PROBLEM STATEMENT:
With the first line as the start and the line containing "position:absolute; right:15px; top:15px;" as the end, write out every line of the records exactly.

Collected data entries:
BEGIN

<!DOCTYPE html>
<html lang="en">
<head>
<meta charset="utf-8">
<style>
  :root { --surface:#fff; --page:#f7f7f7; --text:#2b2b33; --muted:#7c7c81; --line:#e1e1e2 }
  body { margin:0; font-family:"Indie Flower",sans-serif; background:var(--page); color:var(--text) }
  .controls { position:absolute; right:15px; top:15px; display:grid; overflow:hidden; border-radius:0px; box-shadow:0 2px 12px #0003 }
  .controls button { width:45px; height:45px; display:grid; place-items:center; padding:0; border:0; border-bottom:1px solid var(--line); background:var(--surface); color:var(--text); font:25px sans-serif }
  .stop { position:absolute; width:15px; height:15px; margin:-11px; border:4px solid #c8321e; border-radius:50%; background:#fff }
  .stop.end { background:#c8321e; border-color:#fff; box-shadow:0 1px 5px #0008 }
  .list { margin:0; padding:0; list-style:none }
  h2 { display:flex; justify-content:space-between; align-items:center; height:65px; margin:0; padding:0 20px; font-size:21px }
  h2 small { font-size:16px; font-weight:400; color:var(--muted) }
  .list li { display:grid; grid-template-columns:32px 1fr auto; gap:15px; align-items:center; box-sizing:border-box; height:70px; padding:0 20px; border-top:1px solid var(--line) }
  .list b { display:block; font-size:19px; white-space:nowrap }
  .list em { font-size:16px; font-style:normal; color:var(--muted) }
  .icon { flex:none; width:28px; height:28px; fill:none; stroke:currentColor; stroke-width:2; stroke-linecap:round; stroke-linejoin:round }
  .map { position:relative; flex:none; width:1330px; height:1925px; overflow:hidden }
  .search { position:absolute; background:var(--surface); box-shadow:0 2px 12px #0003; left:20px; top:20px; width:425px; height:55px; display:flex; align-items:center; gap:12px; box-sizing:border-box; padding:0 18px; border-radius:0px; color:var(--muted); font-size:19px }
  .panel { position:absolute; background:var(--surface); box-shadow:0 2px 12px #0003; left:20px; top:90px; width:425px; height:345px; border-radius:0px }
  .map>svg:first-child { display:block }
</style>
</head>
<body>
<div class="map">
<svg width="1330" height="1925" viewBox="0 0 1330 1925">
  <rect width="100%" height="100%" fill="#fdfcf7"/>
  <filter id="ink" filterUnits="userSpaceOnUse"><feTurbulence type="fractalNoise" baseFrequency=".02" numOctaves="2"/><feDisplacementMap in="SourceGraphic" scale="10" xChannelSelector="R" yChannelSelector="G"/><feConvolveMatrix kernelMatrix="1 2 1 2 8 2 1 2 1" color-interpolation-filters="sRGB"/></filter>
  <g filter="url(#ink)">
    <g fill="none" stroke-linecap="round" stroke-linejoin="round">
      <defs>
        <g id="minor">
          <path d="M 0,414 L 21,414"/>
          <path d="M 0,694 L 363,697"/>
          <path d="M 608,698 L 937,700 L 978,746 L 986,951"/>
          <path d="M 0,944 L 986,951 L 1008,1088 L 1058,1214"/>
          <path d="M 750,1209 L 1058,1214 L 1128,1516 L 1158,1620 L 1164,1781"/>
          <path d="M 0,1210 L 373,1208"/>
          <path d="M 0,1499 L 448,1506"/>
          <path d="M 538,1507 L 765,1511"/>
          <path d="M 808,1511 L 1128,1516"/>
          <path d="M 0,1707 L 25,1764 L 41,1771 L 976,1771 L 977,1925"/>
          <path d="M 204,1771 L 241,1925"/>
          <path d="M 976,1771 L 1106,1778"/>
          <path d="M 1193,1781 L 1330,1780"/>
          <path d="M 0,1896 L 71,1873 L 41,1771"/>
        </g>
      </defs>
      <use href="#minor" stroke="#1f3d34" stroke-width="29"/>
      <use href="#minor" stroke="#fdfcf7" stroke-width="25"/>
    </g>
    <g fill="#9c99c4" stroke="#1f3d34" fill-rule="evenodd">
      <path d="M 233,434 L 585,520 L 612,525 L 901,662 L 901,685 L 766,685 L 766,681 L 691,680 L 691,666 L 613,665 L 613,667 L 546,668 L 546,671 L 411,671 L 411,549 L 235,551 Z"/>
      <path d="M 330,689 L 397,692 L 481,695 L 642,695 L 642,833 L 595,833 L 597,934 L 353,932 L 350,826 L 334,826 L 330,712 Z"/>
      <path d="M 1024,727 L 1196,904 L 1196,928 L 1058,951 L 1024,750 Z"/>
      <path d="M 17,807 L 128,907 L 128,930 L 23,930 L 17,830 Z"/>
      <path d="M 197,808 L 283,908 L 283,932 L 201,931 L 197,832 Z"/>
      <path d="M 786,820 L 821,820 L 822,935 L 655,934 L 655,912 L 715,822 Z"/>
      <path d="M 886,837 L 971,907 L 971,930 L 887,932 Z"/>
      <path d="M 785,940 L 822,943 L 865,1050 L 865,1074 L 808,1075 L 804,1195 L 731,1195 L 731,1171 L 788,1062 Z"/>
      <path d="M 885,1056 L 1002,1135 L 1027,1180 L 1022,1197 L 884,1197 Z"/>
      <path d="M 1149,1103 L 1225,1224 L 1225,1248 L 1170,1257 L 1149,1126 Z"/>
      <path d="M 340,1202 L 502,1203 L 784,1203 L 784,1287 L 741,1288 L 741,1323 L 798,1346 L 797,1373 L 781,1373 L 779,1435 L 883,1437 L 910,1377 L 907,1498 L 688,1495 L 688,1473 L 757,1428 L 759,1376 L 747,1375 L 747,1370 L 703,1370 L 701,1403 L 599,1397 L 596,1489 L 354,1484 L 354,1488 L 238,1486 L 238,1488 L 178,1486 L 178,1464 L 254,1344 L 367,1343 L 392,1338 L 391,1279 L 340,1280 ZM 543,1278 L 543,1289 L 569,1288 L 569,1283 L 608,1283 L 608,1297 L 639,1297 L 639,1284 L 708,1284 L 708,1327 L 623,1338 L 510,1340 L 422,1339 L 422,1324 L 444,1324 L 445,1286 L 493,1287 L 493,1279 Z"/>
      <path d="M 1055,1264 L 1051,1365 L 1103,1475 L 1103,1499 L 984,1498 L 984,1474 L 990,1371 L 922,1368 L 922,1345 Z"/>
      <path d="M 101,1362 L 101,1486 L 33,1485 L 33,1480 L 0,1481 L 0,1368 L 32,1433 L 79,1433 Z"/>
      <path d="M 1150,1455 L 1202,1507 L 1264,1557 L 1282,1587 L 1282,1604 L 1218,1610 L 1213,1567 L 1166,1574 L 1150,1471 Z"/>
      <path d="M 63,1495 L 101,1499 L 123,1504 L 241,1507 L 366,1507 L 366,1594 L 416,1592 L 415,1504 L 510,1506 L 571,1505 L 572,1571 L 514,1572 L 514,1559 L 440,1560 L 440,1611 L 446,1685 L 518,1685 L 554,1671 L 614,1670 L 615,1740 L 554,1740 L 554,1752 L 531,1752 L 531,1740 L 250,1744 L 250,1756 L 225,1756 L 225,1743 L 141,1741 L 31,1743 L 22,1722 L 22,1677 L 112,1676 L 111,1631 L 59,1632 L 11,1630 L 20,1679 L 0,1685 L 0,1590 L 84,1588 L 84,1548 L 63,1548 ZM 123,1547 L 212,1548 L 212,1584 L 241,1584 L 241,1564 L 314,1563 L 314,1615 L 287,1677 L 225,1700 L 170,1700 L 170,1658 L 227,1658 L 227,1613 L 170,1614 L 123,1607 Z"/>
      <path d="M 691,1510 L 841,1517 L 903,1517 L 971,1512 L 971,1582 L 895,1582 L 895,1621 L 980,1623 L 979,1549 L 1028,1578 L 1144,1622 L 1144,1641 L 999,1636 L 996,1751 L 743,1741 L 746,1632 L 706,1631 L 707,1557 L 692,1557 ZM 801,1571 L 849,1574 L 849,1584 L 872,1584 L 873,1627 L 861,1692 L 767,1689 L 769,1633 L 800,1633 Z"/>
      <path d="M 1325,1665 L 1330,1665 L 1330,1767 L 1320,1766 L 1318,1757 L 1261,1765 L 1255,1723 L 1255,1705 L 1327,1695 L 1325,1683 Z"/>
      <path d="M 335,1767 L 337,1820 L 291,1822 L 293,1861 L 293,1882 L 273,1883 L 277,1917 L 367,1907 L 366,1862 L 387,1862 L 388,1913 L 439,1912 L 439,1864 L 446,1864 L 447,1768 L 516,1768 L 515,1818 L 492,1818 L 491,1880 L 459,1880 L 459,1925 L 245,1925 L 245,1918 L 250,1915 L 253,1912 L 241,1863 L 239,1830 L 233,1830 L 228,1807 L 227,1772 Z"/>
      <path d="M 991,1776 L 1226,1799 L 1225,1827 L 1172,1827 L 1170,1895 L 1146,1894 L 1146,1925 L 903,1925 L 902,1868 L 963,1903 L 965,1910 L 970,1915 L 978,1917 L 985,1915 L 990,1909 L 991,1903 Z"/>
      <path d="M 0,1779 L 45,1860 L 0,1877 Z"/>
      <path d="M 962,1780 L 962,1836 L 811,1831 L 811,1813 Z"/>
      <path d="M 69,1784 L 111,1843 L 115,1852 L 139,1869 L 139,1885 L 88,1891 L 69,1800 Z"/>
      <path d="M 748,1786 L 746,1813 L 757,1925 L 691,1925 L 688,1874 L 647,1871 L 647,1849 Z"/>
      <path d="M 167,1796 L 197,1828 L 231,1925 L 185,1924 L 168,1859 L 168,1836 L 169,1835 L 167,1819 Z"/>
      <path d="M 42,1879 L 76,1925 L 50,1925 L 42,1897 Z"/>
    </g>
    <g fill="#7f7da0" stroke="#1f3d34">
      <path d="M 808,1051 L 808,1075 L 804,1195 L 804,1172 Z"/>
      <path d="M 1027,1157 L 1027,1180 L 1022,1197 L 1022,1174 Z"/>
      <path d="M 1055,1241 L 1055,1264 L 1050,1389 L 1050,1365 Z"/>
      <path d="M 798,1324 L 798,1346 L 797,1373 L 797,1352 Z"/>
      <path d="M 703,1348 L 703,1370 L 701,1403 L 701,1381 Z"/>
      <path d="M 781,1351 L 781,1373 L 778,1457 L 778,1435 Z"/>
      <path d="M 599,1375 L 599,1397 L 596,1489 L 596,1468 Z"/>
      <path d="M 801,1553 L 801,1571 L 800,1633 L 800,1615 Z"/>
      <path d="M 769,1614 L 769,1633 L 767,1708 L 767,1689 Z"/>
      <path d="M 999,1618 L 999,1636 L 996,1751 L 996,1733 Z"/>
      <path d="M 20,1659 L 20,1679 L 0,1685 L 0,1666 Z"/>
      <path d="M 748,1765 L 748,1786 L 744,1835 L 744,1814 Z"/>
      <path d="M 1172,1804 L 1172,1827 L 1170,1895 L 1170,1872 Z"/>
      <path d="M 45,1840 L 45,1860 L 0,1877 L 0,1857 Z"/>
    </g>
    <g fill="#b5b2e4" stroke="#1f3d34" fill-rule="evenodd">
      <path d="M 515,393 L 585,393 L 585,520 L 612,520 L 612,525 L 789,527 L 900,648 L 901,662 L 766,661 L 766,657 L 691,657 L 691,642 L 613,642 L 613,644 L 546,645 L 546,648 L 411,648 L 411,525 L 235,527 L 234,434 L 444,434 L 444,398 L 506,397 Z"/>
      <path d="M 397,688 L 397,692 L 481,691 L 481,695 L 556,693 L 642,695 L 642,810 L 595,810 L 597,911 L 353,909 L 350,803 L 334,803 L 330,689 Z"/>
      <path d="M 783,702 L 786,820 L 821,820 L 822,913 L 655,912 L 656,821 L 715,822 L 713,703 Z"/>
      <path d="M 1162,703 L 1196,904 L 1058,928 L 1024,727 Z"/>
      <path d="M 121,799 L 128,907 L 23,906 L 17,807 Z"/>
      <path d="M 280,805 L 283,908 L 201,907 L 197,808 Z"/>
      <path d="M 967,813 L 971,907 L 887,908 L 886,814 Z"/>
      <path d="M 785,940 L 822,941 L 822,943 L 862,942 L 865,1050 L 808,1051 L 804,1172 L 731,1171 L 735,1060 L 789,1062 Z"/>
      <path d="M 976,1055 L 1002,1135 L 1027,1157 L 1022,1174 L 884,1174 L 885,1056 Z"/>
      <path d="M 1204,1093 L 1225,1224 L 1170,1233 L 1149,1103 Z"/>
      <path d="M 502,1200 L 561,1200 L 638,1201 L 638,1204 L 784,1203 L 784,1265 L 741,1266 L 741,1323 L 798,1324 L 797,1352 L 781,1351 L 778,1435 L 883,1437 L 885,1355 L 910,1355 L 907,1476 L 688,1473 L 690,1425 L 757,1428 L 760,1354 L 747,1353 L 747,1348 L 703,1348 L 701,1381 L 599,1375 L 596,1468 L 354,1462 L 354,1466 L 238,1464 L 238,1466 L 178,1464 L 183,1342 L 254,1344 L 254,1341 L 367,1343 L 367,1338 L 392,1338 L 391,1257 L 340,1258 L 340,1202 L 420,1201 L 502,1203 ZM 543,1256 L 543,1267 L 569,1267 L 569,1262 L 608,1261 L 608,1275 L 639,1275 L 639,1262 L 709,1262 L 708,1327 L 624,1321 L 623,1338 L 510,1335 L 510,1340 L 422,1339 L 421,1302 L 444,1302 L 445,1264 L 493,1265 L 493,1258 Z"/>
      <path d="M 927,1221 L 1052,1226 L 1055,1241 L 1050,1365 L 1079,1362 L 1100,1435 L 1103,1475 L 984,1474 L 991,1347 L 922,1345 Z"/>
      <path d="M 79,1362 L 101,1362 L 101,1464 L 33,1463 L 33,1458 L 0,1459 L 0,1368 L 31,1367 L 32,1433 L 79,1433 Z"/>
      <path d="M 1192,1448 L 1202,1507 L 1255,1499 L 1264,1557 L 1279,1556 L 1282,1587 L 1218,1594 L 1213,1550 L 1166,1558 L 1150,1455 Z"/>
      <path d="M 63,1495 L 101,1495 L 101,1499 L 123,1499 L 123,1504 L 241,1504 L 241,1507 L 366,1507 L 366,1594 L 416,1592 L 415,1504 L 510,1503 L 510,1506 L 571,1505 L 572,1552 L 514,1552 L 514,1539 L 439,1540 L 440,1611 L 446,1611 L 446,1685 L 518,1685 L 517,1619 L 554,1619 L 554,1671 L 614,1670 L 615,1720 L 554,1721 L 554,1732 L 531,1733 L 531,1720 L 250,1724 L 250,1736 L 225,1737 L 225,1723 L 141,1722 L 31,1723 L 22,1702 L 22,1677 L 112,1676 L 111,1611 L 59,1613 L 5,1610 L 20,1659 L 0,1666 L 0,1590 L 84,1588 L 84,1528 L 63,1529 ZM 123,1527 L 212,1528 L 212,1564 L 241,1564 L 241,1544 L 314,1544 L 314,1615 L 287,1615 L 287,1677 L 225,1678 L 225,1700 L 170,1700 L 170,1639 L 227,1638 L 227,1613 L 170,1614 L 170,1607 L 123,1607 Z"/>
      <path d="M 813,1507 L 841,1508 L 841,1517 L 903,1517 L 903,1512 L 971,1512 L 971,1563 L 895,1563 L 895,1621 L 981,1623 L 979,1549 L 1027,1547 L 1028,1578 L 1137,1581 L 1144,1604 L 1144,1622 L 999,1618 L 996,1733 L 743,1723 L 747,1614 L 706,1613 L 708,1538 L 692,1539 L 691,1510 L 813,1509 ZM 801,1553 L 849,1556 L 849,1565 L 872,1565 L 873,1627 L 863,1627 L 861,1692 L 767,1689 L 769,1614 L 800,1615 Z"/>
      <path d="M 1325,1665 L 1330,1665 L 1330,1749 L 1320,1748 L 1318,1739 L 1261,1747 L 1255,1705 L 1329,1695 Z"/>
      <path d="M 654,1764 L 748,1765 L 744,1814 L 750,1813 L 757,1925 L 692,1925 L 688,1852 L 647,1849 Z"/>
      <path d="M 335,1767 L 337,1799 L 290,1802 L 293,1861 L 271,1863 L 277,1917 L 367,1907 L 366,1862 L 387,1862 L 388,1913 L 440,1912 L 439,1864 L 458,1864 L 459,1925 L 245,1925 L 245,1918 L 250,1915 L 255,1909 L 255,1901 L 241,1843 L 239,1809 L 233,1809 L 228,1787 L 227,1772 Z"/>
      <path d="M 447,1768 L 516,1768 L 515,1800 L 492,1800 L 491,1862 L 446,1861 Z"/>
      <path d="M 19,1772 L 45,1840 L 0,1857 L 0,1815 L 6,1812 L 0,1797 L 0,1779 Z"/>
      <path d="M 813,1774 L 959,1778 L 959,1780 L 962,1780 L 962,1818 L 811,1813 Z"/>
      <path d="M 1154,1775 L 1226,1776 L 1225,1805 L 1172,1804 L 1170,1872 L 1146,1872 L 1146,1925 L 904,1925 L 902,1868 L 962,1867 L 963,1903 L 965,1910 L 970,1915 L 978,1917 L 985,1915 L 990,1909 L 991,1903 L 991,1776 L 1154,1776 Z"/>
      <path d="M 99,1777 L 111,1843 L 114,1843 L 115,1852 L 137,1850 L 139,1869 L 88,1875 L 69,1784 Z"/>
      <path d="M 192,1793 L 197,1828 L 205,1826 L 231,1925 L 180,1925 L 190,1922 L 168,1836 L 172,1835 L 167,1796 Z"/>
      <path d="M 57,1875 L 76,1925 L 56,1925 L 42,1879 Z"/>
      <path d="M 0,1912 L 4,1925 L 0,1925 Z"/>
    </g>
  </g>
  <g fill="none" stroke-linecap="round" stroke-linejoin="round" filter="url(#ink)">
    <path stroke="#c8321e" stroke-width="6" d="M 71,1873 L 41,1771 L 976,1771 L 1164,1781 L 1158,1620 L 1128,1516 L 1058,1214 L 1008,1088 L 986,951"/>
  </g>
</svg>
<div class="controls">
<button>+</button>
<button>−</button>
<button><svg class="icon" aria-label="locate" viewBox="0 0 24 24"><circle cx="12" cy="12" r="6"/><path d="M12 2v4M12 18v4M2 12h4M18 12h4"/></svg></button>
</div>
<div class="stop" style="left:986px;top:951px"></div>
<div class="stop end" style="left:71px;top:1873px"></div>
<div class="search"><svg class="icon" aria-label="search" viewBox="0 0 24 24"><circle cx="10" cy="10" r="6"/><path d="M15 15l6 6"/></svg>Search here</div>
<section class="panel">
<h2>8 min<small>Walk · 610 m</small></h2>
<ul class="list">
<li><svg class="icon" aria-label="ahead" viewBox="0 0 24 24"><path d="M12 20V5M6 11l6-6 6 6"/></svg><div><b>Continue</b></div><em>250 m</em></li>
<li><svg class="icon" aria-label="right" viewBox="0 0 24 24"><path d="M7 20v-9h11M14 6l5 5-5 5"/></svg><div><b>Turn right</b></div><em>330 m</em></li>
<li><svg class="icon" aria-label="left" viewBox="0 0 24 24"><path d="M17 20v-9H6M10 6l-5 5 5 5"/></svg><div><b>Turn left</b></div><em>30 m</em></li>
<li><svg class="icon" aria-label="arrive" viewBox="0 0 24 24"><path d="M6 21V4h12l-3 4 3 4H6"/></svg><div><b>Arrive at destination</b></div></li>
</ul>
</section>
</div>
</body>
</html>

END

RESPONSE TO THIS TASK:
<!DOCTYPE html>
<html lang="en">
<head>
<meta charset="utf-8">
<style>
  :root { --surface:#fff; --page:#f7f7f7; --text:#2b2b33; --muted:#7c7c81; --line:#e1e1e2 }
  body { margin:0; font-family:"Indie Flower",sans-serif; background:var(--page); color:var(--text) }
  .controls { position:absolute; right:15px; top:15px; display:grid; overflow:hidden; border-radius:0px; box-shadow:0 2px 12px #0003 }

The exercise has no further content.